London Film Festival 2013. Experimenta, Part 2

The second of four dispatches on some of the goods offered by the 57th London Film Festival’s ‘Experimenta’ section.
Michael Pattison

This is the second of four dispatches on some of the goods offered by the 57th London Film Festival’s ‘Experimenta’ section.

A spectre is haunting cinema—the spectre of commune porn. At a time when alternative ways of thinking, living and coexisting are becoming ever more urgent, a number of filmmakers are looking to more collectivist contexts as a platform for more profitable (if not unproblematic) narratives. At the 57th BFI London Film Festival (LFF), one may have so far seen no less than three feature-length films dealing with life amidst a co-op: Kelly Reichardt’s minimalist eco-thriller Night Moves, Paul-Julien Robert’s documentary My Fathers, My Mother and Me and Ben Rivers and Ben Russell’s spiritual pilgrimage triptych, A Spell to Ward Off the Darkness.

The latter film is one of two works by Russell at this year’s festival. The other is Let Us Persevere In What We Have Resolved Before We Forget, a 20-minute short that screened as part of ‘What Do We Do Now, Now That We Are Happy?’—a three-title programme in the festival’s ‘Experimenta’ section, which brought together works imagining and presenting utopias. Sandwiched between Margaret Salmon’s Gibraltar and Michael Robinson’s Circle in the Sand, Russell’s latest 16mm (and French-funded) short was made on the island of Tanna, a part of the Vanatu archipelago in Melanesia, and evinces its director’s familiar fetish for those climes and customs found at some geographical remove from the metropolises of the capitalist world.

A volcano rages.

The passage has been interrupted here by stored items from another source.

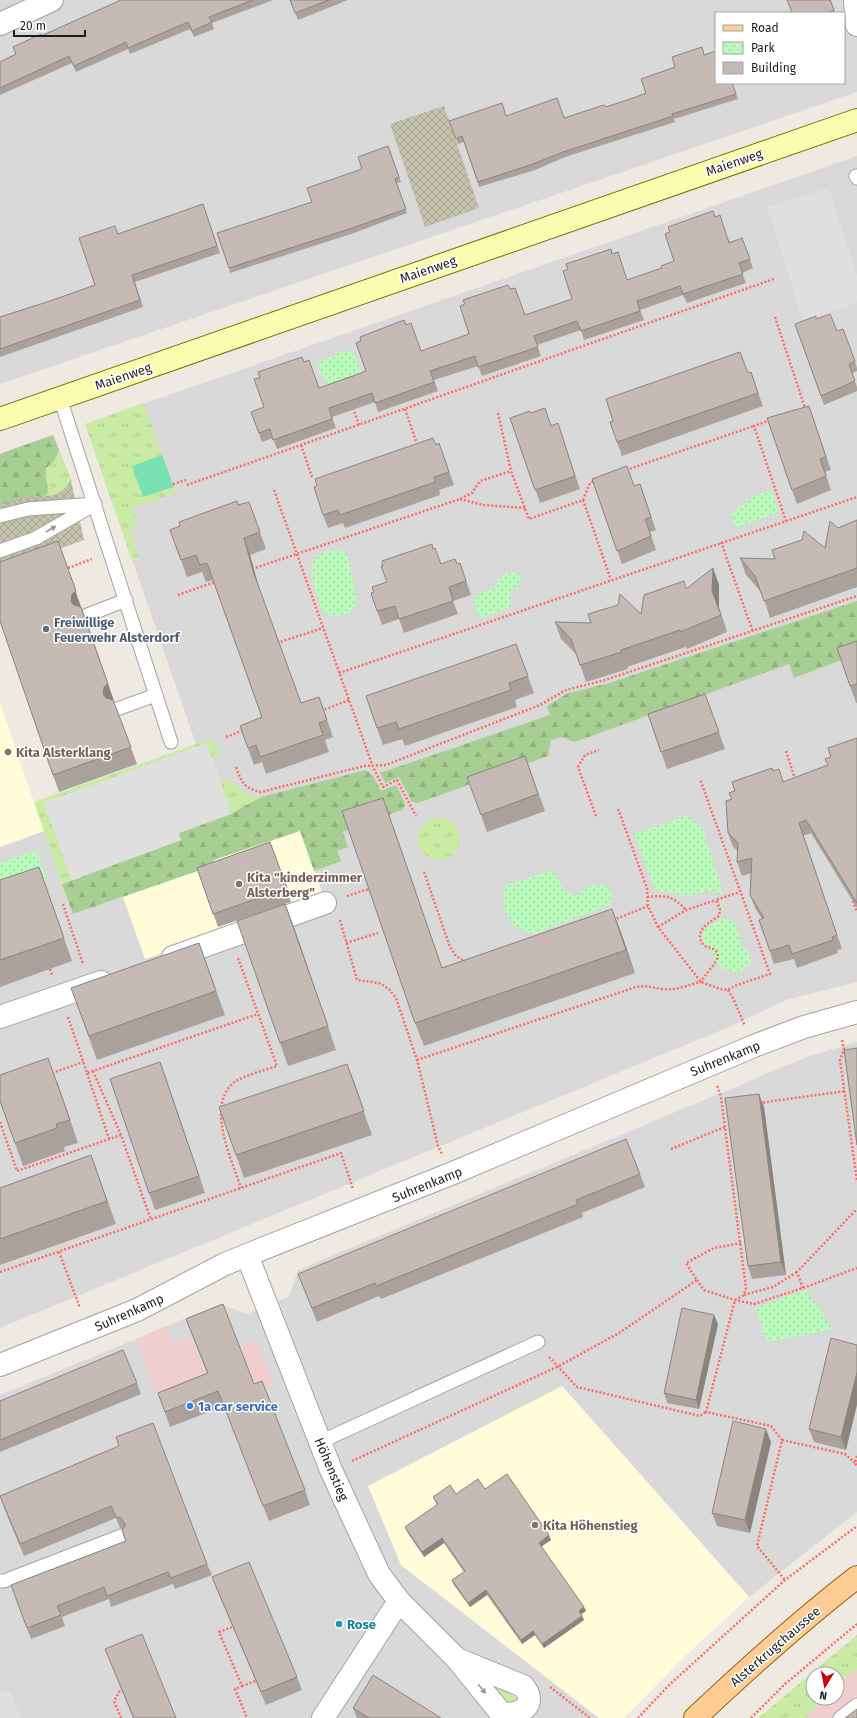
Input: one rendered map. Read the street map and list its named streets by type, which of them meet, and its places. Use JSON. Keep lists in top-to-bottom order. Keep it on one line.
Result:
{"streets":{"main road":["Alsterkrugchaussee"],"street":["Maienweg","Suhrenkamp","Höhenstieg"]},"crossings":[["Suhrenkamp","Höhenstieg"]],"places":["Freiwillige Feuerwehr Alsterdorf","Kita Alsterklang","Kita \"kinderzimmer Alsterberg\"","1a car service","Kita Höhenstieg","Rose"],"legend":["Road","Park","Building"],"scale_bar":"20 m","north":"bottom"}
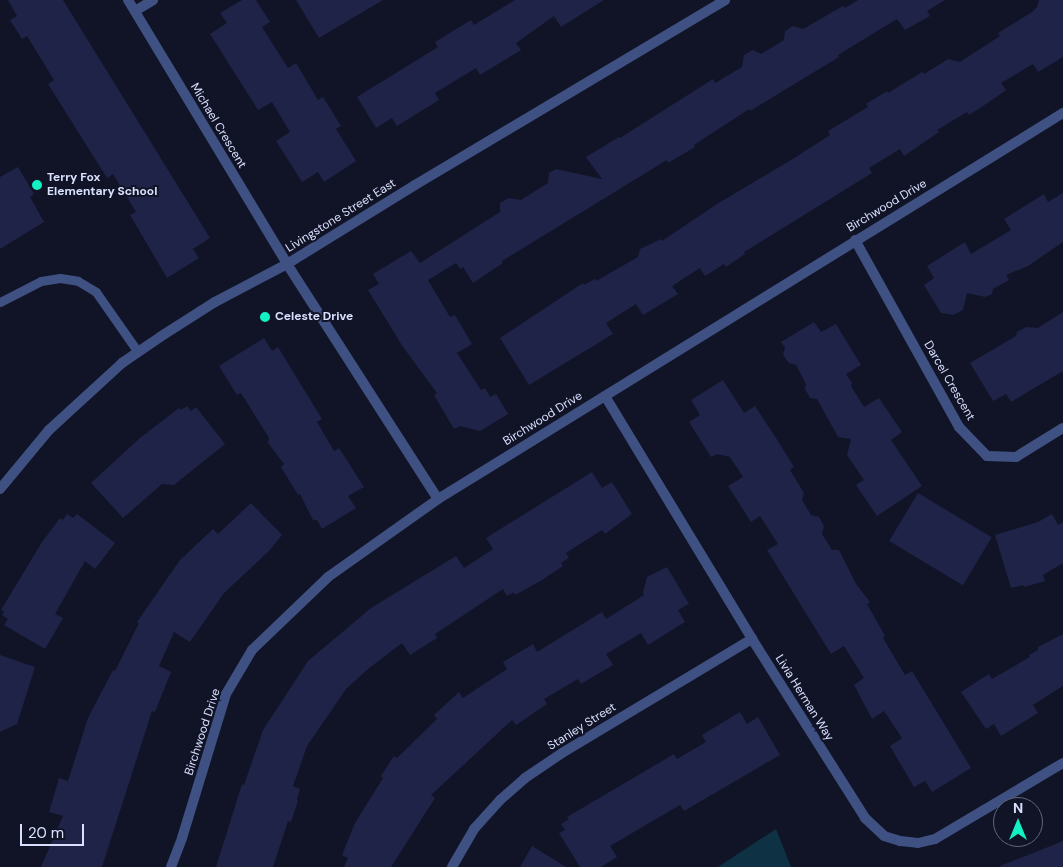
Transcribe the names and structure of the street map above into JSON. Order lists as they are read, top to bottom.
{
  "streets": {
    "street": [
      "Michael Crescent",
      "Birchwood Drive",
      "Livingstone Street East",
      "Darcel Crescent",
      "Livia Herman Way",
      "Stanley Street"
    ]
  },
  "crossings": [
    ["Michael Crescent", "Livingstone Street East"],
    ["Birchwood Drive", "Darcel Crescent"],
    ["Birchwood Drive", "Livia Herman Way"],
    ["Livia Herman Way", "Stanley Street"]
  ],
  "places": ["Terry Fox Elementary School", "Celeste Drive"],
  "scale_bar": "20 m",
  "north": "top"
}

An impoverished local clad in an Arsenal soccer jersey gives a spiritualist take on the formation of capital and the annihilation of indigenous cultures, and explains why, on every 15th of February since 1957, the US flag has been raised as a local annual tradition. Recalling a post-rock album name, the title of Russell’s film almost takes longer to say than the film does to watch, and is presumably meant to force viewers into some kind of lateral search for meaning. More probable is the notion that a great deal more remains to be said about Tanna and its ways of life. The film’s chief strength, as is often the case with Russell is its indelible feel for a strange, cultural otherness.

Margaret Salmon’s mononymous short Gibraltar is a more amusing affair, revealing in 18 or so minutes the varied dynamics that define life on an observation deck in Gibraltar. Peopled by tourists, the vertiginous level overlooks the mountain below and the sea beyond, but the humans are seemingly more interested here in snapping pics of the many resident monkeys—Barbary Macaques—who live in and around the immediate vicinity. The interplay between men and apes is funny—the former struggle to look anything other than exploitative and naïve and even stupid (even when they may very well be none of these things), while the latter prowl the area like grouchy security guards, singularly, deceptively and alarmingly passive in character.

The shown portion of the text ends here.